この2文は、PCRが単なる記録用紙ではないことを示しています。「数字が下がらない」という事実を、術者の側の意思決定(方法を変えるのか、計画を変えるのか、進めないのか)に接続するためのトリガーとして設計されている。染め出しの本当の目的は、患者を評価することではなく、次に何を変えるかを決めることでした。
⑤明日の臨床へ
1つ目。「歯肉歯質境だけ」を守る。 染め出すと歯面のあちこちが色づきますが、原典が記録するのは歯肉に接する縁だけです。ここを揃えないと、術者ごとに数字がぶれて、経時比較ができなくなります。

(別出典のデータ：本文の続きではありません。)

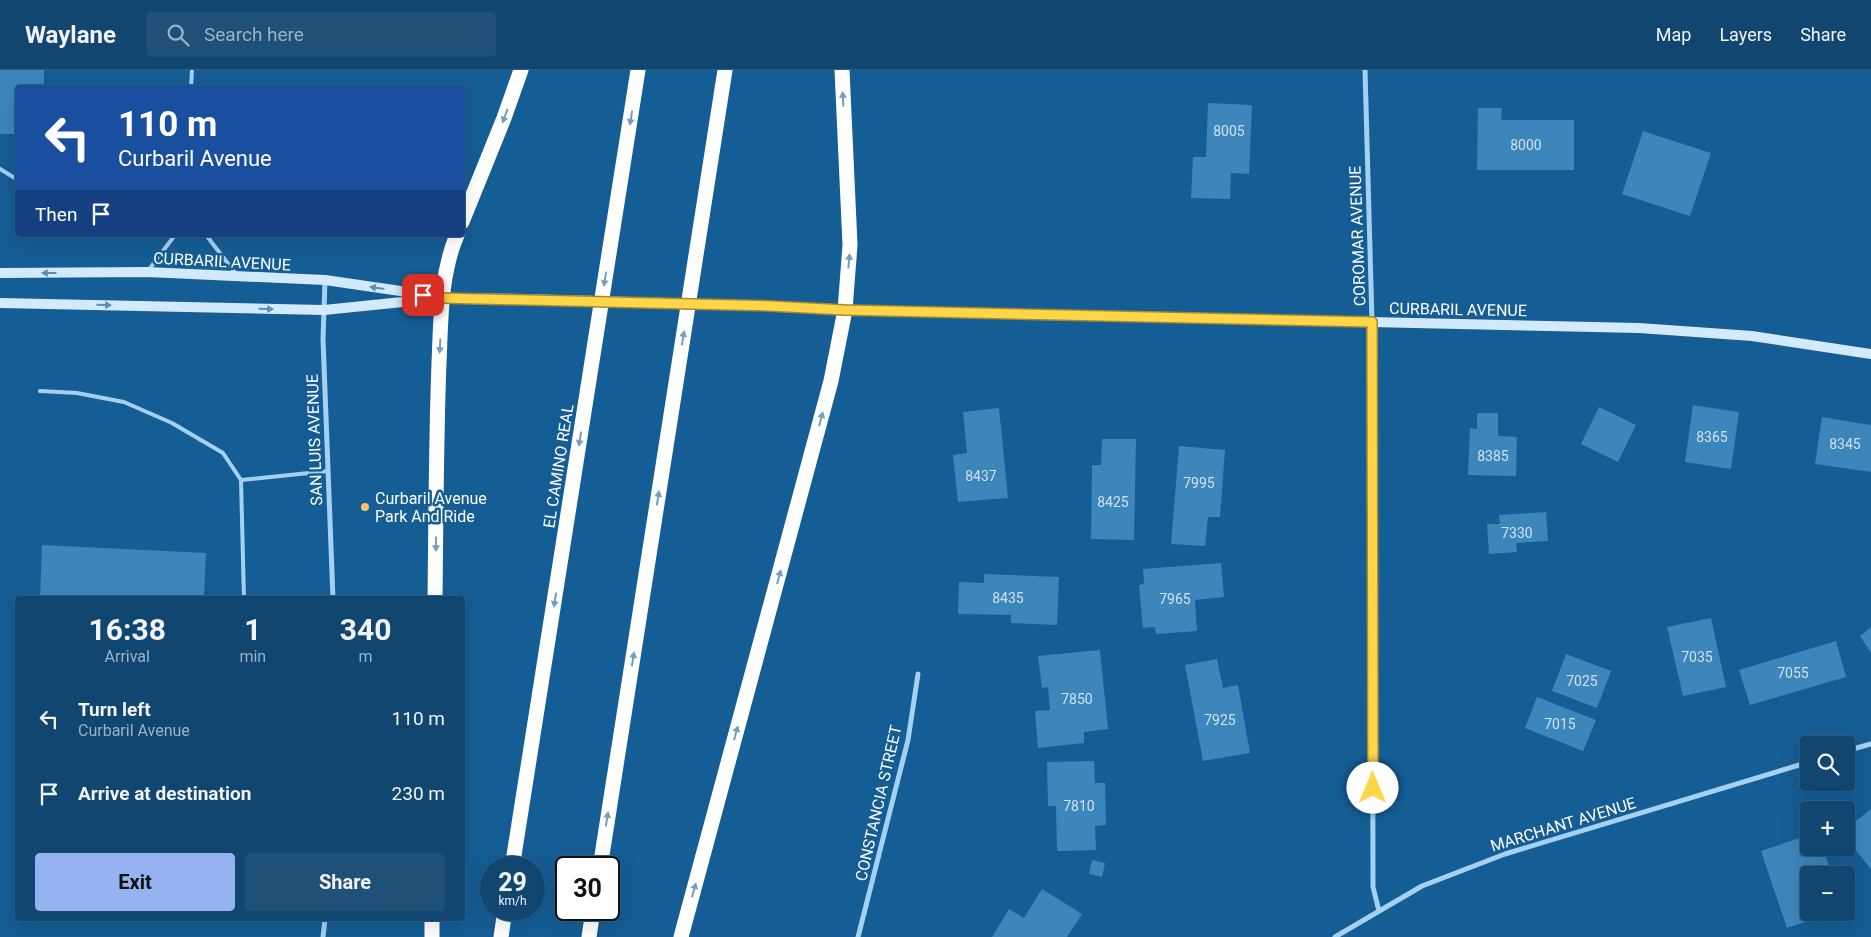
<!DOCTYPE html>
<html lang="en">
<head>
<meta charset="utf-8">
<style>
	:root { --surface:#104670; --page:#1e5078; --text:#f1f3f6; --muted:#9cb1c3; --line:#305e83; --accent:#95b2f1 }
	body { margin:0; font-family:Roboto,sans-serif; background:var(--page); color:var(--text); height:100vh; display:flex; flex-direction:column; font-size:19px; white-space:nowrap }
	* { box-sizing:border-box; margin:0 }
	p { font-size:16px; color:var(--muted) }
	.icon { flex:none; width:28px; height:28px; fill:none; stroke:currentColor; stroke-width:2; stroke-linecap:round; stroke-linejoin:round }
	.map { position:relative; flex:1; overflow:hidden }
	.sheet { position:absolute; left:15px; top:526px; width:450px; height:325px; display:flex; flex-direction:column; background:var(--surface); border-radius:5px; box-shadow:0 5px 20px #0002,0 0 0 1px var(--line) }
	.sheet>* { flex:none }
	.hud { position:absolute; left:15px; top:15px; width:450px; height:152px; border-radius:5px; box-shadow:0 5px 20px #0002,0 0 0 1px var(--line); background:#1a4fa0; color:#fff; overflow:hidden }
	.tools { position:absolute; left:1800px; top:666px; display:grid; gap:10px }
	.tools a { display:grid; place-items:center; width:55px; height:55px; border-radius:5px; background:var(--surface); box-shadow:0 5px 20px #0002,0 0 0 1px var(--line); font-size:25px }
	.speed { position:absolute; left:480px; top:786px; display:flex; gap:10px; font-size:25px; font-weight:700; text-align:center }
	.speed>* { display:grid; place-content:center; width:65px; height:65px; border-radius:50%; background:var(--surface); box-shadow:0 5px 20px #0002,0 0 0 1px var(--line); line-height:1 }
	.speed small { font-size:12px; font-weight:400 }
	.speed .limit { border:2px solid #111; border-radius:8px; background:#fff; color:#111 }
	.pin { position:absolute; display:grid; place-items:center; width:42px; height:42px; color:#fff; margin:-21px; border-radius:10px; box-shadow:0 2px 8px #0006 }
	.me { position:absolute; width:55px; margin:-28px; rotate:0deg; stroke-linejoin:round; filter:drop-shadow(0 0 4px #0008) }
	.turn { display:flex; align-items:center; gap:18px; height:105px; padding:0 20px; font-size:22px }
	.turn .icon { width:65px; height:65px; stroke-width:2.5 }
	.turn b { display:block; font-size:35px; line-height:42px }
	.then { display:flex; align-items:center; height:48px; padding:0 20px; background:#0003; gap:10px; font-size:19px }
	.eta { display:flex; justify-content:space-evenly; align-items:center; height:85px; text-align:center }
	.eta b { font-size:30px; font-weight:700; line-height:35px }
	.button { display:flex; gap:10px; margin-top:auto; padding:10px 20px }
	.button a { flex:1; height:58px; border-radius:5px; background:var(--accent); color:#111; font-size:20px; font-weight:700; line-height:58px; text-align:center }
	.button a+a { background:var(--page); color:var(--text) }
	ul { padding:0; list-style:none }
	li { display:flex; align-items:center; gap:15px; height:75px; padding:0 20px }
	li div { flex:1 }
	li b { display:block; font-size:19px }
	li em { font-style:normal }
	header { display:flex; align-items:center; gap:30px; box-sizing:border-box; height:70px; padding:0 25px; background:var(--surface); border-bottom:1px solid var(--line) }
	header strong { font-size:24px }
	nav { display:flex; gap:28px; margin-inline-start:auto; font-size:18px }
	.search { width:350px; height:45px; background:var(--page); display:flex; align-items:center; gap:12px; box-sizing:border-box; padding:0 18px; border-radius:5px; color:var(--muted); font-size:19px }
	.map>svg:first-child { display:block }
	.building { fill:#3d86bc }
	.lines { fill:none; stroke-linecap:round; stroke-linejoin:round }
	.lane { stroke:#a4d1f2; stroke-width:4 }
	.street { stroke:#a4d1f2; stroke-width:5 }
	.secondary { stroke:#d3eafc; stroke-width:10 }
	.highway { stroke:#fff; stroke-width:15 }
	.secondary-bridge { stroke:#d3eafc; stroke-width:10 }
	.oneway { fill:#739ebf }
	.oneway2 { fill:#588eb9 }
	.route-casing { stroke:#a68a30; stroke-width:12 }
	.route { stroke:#ffd54a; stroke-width:9 }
	.poi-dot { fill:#ffbf65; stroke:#155d95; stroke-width:2 }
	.labels { text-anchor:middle; stroke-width:5; stroke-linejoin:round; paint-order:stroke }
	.number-label { font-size:14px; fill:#cee1ee }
	.street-label { font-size:16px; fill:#fff; stroke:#155d95 }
	.poi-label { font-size:16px; fill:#fff; stroke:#155d95; text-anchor:start }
</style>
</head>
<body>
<header>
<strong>Waylane</strong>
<div class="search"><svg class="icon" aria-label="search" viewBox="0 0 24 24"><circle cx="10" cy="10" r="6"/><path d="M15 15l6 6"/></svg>Search here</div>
<nav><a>Map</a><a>Layers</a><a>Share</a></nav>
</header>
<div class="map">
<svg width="1871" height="867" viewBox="0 0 1871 867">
	<rect width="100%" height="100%" fill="#155d95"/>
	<g class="building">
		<polygon points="0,0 44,0 44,18 18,18 18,64 0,64"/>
		<polygon points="1208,33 1252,35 1249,104 1231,103 1230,129 1191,128 1193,87 1206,87"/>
		<polygon points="1478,38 1502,38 1501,50 1574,50 1574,100 1477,100"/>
		<polygon points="1643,61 1711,83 1690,146 1622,124"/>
		<polygon points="1693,335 1739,342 1731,399 1685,392"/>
		<polygon points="1599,337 1636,355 1618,392 1581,374"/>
		<polygon points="999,338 1008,428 958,432 953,385 967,383 963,342"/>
		<polygon points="1477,343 1498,343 1498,366 1517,367 1516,406 1468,405 1470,358 1477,359"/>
		<polygon points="1822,347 1871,355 1871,402 1815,394"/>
		<polygon points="1102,369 1136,369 1134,470 1091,469 1092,395 1101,395"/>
		<polygon points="1179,376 1225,380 1220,447 1208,447 1205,476 1171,474"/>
		<polygon points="1546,442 1548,471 1516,473 1517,482 1489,484 1487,454 1500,454 1499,445"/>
		<polygon points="42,475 206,483 204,529 40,529"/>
		<polygon points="1221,493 1224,527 1195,530 1197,561 1156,564 1155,557 1143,558 1139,515 1144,514 1143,499"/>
		<polygon points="984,504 1059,507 1057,555 1011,553 1011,545 958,544 959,512 984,513"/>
		<polygon points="1711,548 1726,617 1683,626 1667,557"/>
		<polygon points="1871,557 1871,583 1860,566"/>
		<polygon points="1836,571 1846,607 1750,635 1739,600"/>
		<polygon points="1100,580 1108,659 1084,662 1084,673 1038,678 1035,641 1050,640 1048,617 1042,618 1038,586"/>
		<polygon points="1566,584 1611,601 1597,638 1552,621"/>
		<polygon points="1217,589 1223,618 1238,615 1250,683 1203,691 1185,595"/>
		<polygon points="1537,627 1596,650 1583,681 1525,658"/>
		<polygon points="1094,691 1095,713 1105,713 1106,755 1095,756 1096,780 1057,781 1056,736 1048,736 1047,692"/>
		<polygon points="1871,739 1871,799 1846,768 1846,759"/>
		<polygon points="1809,765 1809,778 1823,778 1832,805 1809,805 1809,842 1832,843 1787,858 1761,781"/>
		<polygon points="1092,790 1105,793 1102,807 1089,804"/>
		<polygon points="1042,819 1082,844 1067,867 992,867 1009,839 1024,848"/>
	</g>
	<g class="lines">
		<g class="lane">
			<polyline points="191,18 192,0"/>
			<polyline points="0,99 18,110"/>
			<polyline points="206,165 236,204"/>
			<polyline points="148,201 175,165"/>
			<polyline points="40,321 77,323 124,332 172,353 223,383 241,410 328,401"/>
			<polyline points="241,410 244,529"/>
		</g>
		<g class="street">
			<polyline points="1365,0 1372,252 1373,817 1379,841"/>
			<polyline points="325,210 323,269 333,529"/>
			<polyline points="1846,681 1871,674"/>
			<polyline points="323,867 325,849"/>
			<polyline points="858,867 908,670 918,604"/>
			<polyline points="1335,867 1422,816 1505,784 1809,692"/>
		</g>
		<g class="secondary">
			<polyline points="0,203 147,202 325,210 428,225"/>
			<polyline points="0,233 324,240 442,228 524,229"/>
			<polyline points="770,236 845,240 1639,258 1752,266 1871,284"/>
		</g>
		<g class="highway">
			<polyline points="462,152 504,48 521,0"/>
			<path d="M435 529C436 450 436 371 439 293 441 250 440 205 457 165"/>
			<polyline points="512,798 638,0"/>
			<polyline points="600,798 725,0"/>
			<polyline points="432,867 432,849"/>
			<polyline points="501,867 505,840"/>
			<polyline points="589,867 593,840"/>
			<polyline points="681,867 831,311 845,240 850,175 842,0"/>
		</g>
		<polyline class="secondary-bridge" points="524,229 770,236"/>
	</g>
	<defs><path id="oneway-solid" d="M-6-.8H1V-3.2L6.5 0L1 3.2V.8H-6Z" transform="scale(1.25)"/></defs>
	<g class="oneway">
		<use href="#oneway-solid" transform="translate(843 29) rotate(-93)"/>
		<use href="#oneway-solid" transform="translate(505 46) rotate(110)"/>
		<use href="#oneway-solid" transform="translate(631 48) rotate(99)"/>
		<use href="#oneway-solid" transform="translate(849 191) rotate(-85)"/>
		<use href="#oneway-solid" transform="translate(605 209) rotate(99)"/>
		<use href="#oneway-solid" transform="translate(683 268) rotate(-81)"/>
		<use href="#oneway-solid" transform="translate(440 276) rotate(93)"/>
		<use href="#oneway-solid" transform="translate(821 349) rotate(-75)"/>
		<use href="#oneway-solid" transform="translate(580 369) rotate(99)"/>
		<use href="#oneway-solid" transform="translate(658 428) rotate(-81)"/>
		<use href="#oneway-solid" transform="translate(436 474) rotate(91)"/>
		<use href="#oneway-solid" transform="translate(779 507) rotate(-75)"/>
		<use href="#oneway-solid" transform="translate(555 530) rotate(99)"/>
		<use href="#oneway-solid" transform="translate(633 589) rotate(-81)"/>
		<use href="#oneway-solid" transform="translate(736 663) rotate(-75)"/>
		<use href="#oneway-solid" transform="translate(607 749) rotate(-81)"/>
		<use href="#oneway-solid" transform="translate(694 820) rotate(-75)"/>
	</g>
	<g class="oneway2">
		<use href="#oneway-solid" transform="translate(49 203) rotate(180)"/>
		<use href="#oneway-solid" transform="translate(377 218) rotate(-172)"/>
		<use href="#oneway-solid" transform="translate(104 235) rotate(1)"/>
		<use href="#oneway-solid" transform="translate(266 239) rotate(1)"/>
	</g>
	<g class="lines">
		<g class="route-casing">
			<polyline id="route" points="423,225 442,228 770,236 845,240 1372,252 1373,718"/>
		</g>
		<use href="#route" class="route"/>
	</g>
	<circle class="poi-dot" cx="365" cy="437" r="5"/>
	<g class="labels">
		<g class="number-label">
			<text x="1229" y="66">8005</text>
			<text x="1526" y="80">8000</text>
			<text x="1712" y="372">8365</text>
			<text x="1845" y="379">8345</text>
			<text x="1493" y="391">8385</text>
			<text x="981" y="411">8437</text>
			<text x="1199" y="418">7995</text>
			<text x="1113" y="437">8425</text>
			<text x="1517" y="468">7330</text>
			<text x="1008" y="533">8435</text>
			<text x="1175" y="534">7965</text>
			<text x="1697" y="592">7035</text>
			<text x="1793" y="608">7055</text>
			<text x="1582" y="616">7025</text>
			<text x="1077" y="634">7850</text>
			<text x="1220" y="655">7925</text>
			<text x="1560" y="659">7015</text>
			<text x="1079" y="741">7810</text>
		</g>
		<g class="street-label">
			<text transform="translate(1357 166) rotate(-92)" y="6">COROMAR AVENUE</text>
			<text transform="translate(222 191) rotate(3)" y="6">CURBARIL AVENUE</text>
			<text transform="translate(1458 239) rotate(1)" y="6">CURBARIL AVENUE</text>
			<text transform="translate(314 370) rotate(-92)" y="6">SAN LUIS AVENUE</text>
			<text transform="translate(558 396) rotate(-81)" y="6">EL CAMINO REAL</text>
			<text transform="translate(878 733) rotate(-77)" y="6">CONSTANCIA STREET</text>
			<text transform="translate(1563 754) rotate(-17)" y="6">MARCHANT AVENUE</text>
		</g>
		<g class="poi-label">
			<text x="375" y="434">Curbaril Avenue<tspan x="375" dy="18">Park And Ride</tspan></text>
		</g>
	</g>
</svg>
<div class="tools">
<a><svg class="icon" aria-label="search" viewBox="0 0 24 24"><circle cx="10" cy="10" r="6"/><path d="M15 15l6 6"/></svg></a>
<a>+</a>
<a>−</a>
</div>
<div class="speed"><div>29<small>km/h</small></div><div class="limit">30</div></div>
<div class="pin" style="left:423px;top:225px;background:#d93025"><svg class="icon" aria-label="arrive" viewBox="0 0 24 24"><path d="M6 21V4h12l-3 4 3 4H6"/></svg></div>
<svg class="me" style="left:1373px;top:718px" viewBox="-20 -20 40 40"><circle r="19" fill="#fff"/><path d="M0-13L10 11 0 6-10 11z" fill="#ffd54a"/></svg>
<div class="hud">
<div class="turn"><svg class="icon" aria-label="left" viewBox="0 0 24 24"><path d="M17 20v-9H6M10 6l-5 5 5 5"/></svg><div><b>110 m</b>Curbaril Avenue</div></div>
<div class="then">Then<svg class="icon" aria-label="arrive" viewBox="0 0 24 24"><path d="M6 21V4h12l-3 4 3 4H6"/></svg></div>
</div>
<section class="sheet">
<div class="eta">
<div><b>16:38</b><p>Arrival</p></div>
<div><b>1</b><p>min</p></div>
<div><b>340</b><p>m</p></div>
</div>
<ul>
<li><svg class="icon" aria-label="left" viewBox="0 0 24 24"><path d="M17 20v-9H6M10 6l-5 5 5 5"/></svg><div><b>Turn left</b><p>Curbaril Avenue</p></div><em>110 m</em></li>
<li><svg class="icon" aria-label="arrive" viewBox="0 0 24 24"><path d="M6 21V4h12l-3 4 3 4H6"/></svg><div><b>Arrive at destination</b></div><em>230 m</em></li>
</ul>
<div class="button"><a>Exit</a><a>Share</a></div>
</section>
</div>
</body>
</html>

2つ目。量を採点しない。 「薄いから半分」といった採点は、原典が意図的に捨てた要素です。有無だけにすることで、5〜6分という現実的な時間に収まり、毎回続けられる。続けられることが、この道具の価値の源です。
3つ目。10%を「外科のゲート」として使う。 単なる努力目標ではなく、次の治療段階に進んでよいかの判定線として置く。そう決めておくと、患者さんへの説明も「あと何をすればよいか」に変わります。
今日のひとこと
既存の口腔衛生の記録法は特定の歯だけを見る、あるいはある区画で最も高いスコアを採用するものが多く、疫学研究や群の評価には有用でも、目の前の患者を治療する臨床家にとっては数値スコアの価値が限られる——著者らの出発点はここです。臨床家が知りたいのはプラークが溜まる「場所」と、その面を清掃できるようになっていく患者の「進歩」だから。PCRは1歯4面(近心・遠心・頬側・舌側)ごとにプラークの有無を記録し、患者が自分の進歩を目で見られる=動機づけになるように作られました。手順は、ビスマルクブラウンなどの染色液を全露出歯面に塗り、洗口後、エキスプローラーかプローブの先で歯肉歯質境(dentogingival junction)の軟性沈着を調べ、あれば用紙の該当マスに印をつける。歯肉歯質境にない沈着は記録しません。そしてプラークの量の違いは区別しません——判断が増えて時間が延びるわりに、臨床的有用性はほとんど上がらないからです。指数=プラークのある面の数÷利用可能な全面数。所要は初回で約5〜6分、3〜4回目には3〜4分。目標は「利用可能な歯面の10%以下」で、この水準に達するまで外科治療は開始しません。3〜4回通っても動機づけができない場合は、治療を中止するか治療計画を大幅に変更するとも書かれています。
本記事は論文の要点を医療従事者向けにまとめた解説です。臨床判断は原著と最新のエビデンスをご確認ください。